I'll be throwing in a FW190D, and possibly a Bf109. No category, as I'm not 'competing'. See separate post in the relevant thread thingy!


----------



## 109ROAMING (Jan 6, 2009)

Cool Terry 

One question on the group build ,Do I have to do my 109K-4 wheels down? Does it matter if I do it wheels up?


----------



## Lucky13 (Jan 6, 2009)

Any way you want mate....


----------



## 109ROAMING (Jan 6, 2009)

Sweet ,Wheels up it is!


----------



## lesofprimus (Jan 6, 2009)

Thats frickin Cheating!!!!!! I spent the better part of an hour last night detailing JUST the landing gear struts...


----------



## 109ROAMING (Jan 6, 2009)

Il do one of each then(one wheels up and one wheels down)


----------



## Wayne Little (Jan 6, 2009)

lesofprimus said:


> Thats frickin Cheating!!!!!! I spent the better part of an hour last night detailing JUST the landing gear struts...

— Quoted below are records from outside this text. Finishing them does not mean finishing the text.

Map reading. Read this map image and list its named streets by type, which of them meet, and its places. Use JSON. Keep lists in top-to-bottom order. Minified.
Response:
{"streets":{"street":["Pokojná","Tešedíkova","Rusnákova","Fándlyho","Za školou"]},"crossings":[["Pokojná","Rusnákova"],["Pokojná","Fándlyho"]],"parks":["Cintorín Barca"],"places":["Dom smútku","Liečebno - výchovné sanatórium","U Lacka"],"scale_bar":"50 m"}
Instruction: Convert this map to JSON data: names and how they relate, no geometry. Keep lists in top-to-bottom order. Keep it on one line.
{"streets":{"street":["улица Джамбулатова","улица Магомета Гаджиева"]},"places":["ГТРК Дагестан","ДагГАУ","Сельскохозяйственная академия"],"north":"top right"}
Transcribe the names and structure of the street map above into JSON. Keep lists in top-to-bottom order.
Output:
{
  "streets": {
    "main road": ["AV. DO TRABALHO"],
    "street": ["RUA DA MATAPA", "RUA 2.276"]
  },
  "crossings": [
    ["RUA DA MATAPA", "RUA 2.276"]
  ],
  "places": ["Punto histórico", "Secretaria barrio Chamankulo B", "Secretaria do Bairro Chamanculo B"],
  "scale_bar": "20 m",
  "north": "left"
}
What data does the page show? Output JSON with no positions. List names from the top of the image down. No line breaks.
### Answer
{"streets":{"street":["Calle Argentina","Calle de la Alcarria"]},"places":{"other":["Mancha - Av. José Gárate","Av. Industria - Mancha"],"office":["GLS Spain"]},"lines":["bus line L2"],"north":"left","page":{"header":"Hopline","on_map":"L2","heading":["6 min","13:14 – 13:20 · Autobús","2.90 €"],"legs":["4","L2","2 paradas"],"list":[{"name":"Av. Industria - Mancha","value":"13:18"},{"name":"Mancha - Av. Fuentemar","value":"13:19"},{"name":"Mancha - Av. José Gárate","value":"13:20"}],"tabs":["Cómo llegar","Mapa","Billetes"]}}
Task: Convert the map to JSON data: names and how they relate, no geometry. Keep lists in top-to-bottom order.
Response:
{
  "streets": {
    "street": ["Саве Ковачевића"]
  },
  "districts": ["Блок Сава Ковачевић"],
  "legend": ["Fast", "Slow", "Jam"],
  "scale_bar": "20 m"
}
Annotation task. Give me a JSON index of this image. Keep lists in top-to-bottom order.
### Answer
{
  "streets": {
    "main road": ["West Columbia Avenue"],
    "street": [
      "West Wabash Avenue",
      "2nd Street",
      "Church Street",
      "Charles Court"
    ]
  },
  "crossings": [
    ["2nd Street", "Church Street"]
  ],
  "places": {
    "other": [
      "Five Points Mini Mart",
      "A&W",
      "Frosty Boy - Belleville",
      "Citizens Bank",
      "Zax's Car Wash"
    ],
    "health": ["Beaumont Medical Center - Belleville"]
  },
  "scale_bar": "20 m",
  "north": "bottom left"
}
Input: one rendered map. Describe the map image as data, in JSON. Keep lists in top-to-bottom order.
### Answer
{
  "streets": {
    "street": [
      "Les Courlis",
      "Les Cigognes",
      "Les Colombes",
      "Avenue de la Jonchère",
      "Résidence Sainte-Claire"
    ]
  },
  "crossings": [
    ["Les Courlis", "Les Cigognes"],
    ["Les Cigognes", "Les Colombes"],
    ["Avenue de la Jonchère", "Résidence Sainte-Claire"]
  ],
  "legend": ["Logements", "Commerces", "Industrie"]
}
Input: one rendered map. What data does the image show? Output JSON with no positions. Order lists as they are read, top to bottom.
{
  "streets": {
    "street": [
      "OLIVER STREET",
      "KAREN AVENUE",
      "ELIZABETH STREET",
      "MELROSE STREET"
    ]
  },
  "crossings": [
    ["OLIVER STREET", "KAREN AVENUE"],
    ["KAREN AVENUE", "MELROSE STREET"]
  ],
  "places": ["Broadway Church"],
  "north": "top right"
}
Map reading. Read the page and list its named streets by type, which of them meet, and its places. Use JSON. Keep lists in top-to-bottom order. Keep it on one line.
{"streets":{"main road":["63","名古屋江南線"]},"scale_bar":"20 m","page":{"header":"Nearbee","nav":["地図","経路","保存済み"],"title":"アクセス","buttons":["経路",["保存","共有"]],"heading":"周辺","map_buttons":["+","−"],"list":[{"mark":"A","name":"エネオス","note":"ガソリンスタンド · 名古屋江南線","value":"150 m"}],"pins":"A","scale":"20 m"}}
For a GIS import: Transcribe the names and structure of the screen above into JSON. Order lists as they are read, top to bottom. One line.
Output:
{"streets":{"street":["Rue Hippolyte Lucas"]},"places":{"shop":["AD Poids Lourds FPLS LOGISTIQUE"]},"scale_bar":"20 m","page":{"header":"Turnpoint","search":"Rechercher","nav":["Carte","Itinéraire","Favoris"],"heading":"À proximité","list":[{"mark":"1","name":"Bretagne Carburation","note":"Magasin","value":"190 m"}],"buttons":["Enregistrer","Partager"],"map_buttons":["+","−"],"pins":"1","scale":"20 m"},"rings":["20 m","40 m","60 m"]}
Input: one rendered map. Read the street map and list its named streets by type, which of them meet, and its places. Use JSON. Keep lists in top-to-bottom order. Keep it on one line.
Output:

C'mon...Daniels aircraft will be wheels up going to defend the Reich, nice flying pose on some clear acrylic rod...maybe?....


----------



## 109ROAMING (Jan 6, 2009)

Exactly why I build 99% of my models wheels up...Warbirds look better flying


----------



## Njaco (Jan 6, 2009)

Wheels up?!! Then you better add some smoke or something comin' from the engine or MGs just to even things out!!


----------



## Lucky13 (Jan 6, 2009)

Build it in a dogfight you say chaps?


----------



## 109ROAMING (Jan 6, 2009)

hmmm...Genious! ,I'd have to a buy another 1/48 allied fighter (Hey! I've always wanted to do a bigger typhoon) 

After they're done with the Group build I'l put them in a diarama ,maybe wheels down


----------



## Lucky13 (Jan 6, 2009)

Build them in a tight turn during a dogfight then....8)


----------



## lesofprimus (Jan 7, 2009)

Pure genius...


----------



## Lucky13 (Jan 7, 2009)

Get a couple of clear rods and make it look one is trying its best to get on the others tail, maybe add a few bullet holes, some trailing smoke etc. etc.!


----------



## 109ROAMING (Jan 7, 2009)

Can use one of them for a dogfight with a Typhoon ,and the other intercepting a B-26 I made last year

Thanks for the idea Jan! legend


----------



## Airframes (Jan 7, 2009)

You could always do one with one leg down, and the other one up!
Could be retracting gear after take off, or one leg has dropped after the hydraulics have been shot out in a dogfight!
Must be painful, being shot in the hydraulics!!


----------



## Lucky13 (Jan 7, 2009)

No problem mate...any time!  Looking forward to see you to start this thing...


----------



## Lucky13 (Jan 7, 2009)

Airframes said:


> You could always do one with one leg down, and the other one up!
> Could be retracting gear after take off, or one leg has dropped after the hydraulics have been shot out in a dogfight!
> Must be painful, being shot in the hydraulics!!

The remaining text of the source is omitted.